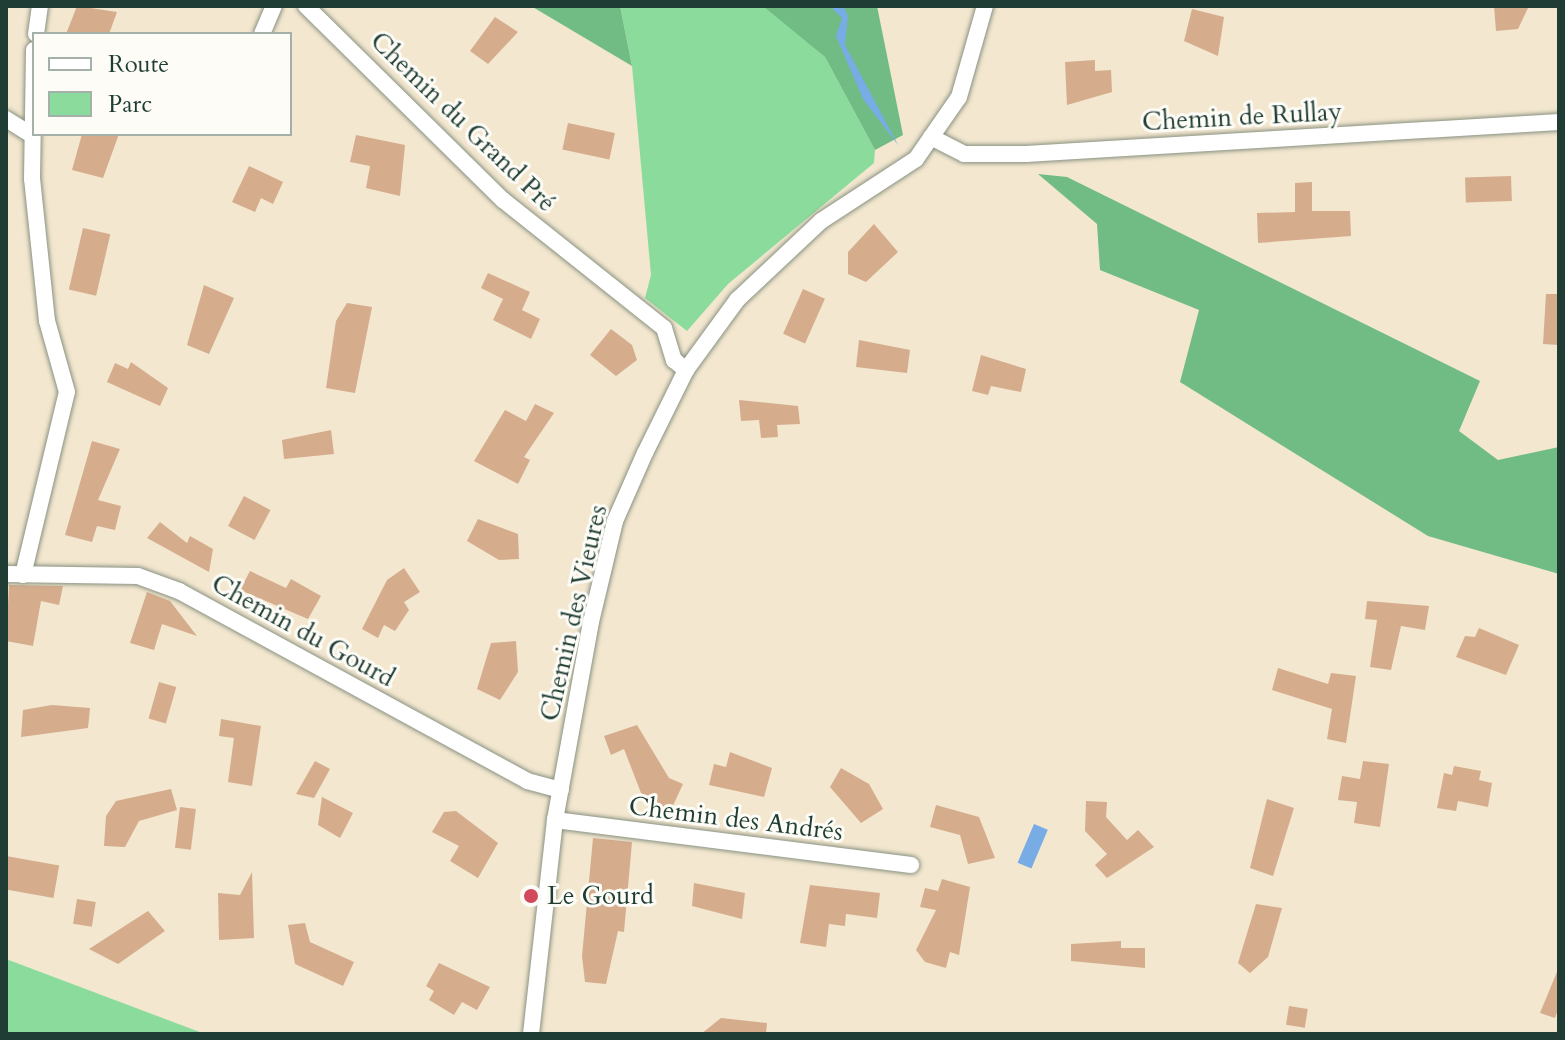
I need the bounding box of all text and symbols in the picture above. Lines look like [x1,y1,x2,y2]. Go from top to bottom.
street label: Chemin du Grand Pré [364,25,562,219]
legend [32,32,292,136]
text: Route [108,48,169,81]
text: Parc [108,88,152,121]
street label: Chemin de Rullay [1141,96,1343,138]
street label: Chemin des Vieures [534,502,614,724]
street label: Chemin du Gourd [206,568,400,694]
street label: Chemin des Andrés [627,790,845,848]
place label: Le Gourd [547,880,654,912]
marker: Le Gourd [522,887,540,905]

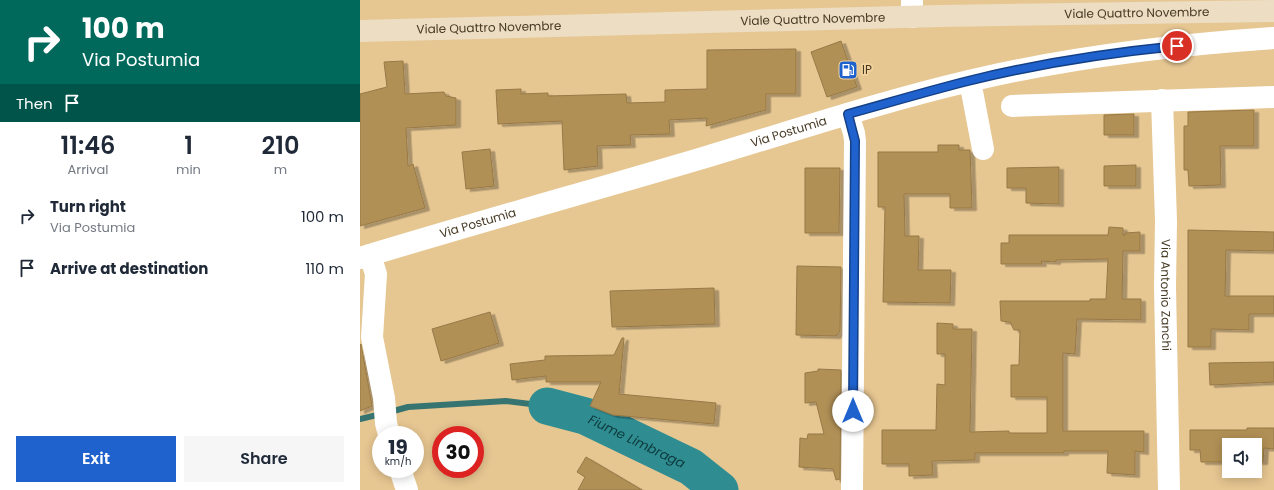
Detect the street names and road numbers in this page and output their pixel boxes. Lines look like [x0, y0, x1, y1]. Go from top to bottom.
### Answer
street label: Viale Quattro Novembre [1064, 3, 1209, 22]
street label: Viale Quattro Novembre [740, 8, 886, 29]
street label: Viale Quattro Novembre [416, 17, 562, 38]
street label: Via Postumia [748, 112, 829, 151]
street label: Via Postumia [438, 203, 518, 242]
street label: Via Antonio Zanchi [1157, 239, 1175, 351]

» **Exercise instructions**: Write the lines out verbatim, from the one with "Detect the street" through the last line of the entries, and stop there.

» **Expected answer**:
Detect the street names and road numbers in this page and output their pixel boxes. Lines look like [x0, y0, x1, y1]. Go from top to bottom.
### Answer
street label: Viale Quattro Novembre [1064, 3, 1209, 22]
street label: Viale Quattro Novembre [740, 8, 886, 29]
street label: Viale Quattro Novembre [416, 17, 562, 38]
street label: Via Postumia [748, 112, 829, 151]
street label: Via Postumia [438, 203, 518, 242]
street label: Via Antonio Zanchi [1157, 239, 1175, 351]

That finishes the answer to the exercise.